We all want to live in a society that takes care of the most vulnerable and gives people opportunities to get ahead and be happy. But is a wealth tax the best way?

New Zealand’s love affair with property is well known. People lucky enough to have owned or inherited a home or land before 2015 will have felt wealthier these past few years as property prices ratcheted skywards.

Plenty of places are thought to have possibly doubled in value in the past ten or fifteen years.

At the same time, over the past year, property has dropped 15, 20 or even 25 per cent – depending on who you read or where you live. Those who felt much richer three years ago could well now feel much poorer. A few very unlucky people who bought in late 2021 or early 2022 at the height of the market could now have negative equity as price drops and inflation eat into deposits and capital repayments on mortgages.

At the same time, as property valuations have headed skywards, most incomes have not. This means many might now miss out entirely on the joys [and sorrows] of home ownership.

Unfortunately, for many property owners, rates are based – at least in part on property valuations – meaning the happiness we feel when our house valuations go up is often matched by the sadness we feel when the first rates bill based on the new value arrives.

Much of New Zealand’s ‘wealth’ is based on property. Homes, farms, and commercial premises form the bedrock of most individuals’ and families’ ‘wealth’. There are other sources of ‘wealth’, of course, but property is a staple.

The problem with taxing wealth based on property is it is not liquid. It’s not like income, which can be divided as it comes in with some set aside for tax. A wealth tax would target illiquid property owners in a way that could have unintended outcomes.

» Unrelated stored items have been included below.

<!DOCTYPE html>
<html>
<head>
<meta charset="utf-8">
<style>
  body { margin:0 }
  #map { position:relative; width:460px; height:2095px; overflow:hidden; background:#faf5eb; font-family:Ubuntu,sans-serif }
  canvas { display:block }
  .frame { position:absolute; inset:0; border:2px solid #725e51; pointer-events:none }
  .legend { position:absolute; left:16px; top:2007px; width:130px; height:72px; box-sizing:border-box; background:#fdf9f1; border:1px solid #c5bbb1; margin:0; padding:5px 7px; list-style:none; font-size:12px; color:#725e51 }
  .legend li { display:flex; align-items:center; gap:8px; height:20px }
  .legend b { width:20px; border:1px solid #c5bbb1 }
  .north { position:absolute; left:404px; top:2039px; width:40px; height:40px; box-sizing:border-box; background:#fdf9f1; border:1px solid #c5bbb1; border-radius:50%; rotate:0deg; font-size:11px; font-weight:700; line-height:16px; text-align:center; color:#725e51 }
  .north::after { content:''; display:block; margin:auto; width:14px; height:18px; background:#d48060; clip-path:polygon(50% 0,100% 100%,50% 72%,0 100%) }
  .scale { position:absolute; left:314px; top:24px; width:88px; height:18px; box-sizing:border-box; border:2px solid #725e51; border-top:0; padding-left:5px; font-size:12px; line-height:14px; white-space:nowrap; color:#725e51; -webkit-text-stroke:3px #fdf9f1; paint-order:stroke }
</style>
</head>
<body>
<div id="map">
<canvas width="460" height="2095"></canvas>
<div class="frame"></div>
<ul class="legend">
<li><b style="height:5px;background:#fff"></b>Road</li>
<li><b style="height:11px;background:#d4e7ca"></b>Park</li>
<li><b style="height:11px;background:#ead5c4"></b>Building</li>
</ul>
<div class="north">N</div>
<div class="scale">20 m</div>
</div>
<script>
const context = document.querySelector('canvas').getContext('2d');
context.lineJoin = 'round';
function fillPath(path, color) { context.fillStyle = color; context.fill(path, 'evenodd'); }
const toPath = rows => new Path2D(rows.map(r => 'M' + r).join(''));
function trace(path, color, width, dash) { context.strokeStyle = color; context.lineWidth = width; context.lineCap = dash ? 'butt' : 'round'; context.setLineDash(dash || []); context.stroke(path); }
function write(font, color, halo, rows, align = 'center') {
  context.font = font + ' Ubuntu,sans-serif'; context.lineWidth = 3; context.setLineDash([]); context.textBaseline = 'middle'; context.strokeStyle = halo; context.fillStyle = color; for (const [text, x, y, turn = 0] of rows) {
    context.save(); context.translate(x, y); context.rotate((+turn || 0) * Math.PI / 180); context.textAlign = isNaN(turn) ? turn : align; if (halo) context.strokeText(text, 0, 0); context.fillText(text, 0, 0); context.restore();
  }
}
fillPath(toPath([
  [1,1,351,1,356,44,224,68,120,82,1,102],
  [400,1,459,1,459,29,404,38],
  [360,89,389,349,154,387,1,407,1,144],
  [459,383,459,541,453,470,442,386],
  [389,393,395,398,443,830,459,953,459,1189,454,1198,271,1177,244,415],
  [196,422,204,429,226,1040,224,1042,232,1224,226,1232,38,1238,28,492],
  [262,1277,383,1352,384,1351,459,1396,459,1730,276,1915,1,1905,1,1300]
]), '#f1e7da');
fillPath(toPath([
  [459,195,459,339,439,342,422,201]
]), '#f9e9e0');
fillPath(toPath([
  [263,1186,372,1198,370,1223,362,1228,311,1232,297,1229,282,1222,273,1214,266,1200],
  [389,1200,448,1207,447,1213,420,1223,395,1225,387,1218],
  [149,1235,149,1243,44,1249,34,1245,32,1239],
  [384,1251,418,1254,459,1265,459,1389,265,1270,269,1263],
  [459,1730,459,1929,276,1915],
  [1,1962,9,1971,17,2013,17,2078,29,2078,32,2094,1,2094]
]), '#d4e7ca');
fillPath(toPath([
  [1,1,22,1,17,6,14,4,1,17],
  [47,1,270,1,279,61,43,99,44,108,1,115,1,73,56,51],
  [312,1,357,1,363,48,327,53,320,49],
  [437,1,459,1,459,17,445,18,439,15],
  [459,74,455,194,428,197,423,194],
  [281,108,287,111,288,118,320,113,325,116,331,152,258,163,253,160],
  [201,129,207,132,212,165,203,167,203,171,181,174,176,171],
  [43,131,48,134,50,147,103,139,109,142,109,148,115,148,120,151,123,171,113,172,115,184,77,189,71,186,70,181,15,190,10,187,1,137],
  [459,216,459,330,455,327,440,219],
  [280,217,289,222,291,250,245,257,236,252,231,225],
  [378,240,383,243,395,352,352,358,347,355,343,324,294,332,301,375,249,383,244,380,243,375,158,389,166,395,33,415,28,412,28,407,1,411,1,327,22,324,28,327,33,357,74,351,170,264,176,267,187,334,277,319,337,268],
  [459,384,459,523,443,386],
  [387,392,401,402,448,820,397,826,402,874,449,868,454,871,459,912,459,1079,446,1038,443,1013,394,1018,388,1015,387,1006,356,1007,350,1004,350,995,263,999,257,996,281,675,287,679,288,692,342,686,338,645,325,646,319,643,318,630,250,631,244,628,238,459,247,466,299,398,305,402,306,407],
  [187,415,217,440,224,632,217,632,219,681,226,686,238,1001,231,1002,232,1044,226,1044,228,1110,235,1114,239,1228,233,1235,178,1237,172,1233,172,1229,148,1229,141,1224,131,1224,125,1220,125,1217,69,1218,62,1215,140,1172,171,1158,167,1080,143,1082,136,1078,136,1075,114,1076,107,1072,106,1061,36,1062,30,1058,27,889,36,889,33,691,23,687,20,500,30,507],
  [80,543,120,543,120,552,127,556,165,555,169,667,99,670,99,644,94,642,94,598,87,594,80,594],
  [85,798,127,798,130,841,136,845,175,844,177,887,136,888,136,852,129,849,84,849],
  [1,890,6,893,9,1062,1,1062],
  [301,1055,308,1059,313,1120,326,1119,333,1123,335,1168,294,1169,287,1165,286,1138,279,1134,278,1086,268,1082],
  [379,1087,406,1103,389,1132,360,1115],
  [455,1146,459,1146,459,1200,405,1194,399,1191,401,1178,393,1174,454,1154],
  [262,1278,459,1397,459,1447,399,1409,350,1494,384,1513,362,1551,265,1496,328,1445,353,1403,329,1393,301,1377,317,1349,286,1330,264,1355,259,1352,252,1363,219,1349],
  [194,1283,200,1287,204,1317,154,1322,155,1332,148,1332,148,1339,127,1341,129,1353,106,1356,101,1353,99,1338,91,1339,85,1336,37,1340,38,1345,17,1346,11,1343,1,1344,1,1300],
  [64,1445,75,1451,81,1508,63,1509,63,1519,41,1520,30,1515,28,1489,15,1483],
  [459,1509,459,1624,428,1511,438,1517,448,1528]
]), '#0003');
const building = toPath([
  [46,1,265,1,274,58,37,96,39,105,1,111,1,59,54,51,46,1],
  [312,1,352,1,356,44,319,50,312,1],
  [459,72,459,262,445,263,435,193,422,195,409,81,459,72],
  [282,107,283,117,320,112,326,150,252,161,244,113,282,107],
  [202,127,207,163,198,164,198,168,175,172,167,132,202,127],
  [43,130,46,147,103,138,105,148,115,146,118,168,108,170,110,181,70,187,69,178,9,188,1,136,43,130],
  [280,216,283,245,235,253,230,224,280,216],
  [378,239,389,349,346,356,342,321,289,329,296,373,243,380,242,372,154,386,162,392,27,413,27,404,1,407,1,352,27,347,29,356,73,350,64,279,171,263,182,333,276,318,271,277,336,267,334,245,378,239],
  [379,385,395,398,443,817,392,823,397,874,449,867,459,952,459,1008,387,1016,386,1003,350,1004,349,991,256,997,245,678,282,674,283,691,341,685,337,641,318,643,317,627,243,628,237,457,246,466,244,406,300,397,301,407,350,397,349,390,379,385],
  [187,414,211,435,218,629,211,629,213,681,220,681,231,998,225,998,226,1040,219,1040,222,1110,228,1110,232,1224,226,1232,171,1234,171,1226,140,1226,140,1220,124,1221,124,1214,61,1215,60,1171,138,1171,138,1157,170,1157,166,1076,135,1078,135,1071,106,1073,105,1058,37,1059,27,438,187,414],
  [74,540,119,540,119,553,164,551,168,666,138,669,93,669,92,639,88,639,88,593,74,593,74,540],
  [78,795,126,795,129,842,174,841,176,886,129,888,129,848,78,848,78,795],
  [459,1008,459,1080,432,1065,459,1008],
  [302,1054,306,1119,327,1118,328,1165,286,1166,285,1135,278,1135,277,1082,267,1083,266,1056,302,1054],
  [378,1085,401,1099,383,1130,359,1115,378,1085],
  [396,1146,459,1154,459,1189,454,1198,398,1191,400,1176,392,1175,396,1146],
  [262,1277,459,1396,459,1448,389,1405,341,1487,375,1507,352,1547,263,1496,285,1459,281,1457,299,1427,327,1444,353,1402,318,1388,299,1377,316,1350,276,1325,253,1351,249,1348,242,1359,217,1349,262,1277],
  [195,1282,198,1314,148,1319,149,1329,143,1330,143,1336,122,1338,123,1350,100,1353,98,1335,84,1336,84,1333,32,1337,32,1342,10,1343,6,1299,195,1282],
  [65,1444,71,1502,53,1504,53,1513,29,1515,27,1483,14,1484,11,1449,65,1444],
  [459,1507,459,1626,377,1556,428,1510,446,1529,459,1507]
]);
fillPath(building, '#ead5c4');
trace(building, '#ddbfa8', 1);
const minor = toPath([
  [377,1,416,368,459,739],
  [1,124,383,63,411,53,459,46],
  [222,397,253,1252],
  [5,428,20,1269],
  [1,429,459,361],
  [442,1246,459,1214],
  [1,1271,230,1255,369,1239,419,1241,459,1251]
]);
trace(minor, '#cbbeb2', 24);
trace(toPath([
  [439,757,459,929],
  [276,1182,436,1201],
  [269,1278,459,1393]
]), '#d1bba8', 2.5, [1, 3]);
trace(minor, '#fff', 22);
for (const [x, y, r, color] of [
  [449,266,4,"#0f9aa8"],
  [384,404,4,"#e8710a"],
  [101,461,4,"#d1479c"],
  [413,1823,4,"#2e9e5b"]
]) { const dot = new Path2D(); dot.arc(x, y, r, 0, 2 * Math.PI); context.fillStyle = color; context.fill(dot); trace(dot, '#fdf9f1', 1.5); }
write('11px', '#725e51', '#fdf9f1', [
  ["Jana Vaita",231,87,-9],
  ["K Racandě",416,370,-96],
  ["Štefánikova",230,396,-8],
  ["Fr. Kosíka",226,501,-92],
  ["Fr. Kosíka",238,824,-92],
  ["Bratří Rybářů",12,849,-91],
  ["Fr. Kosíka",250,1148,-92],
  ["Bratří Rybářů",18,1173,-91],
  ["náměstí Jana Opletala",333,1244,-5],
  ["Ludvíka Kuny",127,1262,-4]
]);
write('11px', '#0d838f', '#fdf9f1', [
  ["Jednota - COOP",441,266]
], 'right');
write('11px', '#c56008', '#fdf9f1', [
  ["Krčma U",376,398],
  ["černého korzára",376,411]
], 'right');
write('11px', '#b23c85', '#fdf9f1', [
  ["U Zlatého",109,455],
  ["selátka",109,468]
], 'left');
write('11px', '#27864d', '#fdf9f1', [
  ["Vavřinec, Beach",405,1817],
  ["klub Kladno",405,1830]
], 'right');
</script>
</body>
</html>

Just because a person owns a valuable property does not mean they are wealthy.

Properties in some of our major cities worth half a million dollars 15 or 20 years ago could be valued at more than two million now.

If an unemployed person or single pensioner owned one of these places, on the face of it, they could be up for the proposed two-and-a-half per cent tax. Where does this come from?

Just because someone has ‘wealth’, does not mean they have cash.

At the same time, a capital gains tax also has a capital losses component – that are generally available to be offset against income.

New taxes come at a cost, which people with liquid wealth can generally afford clever advice to mitigate.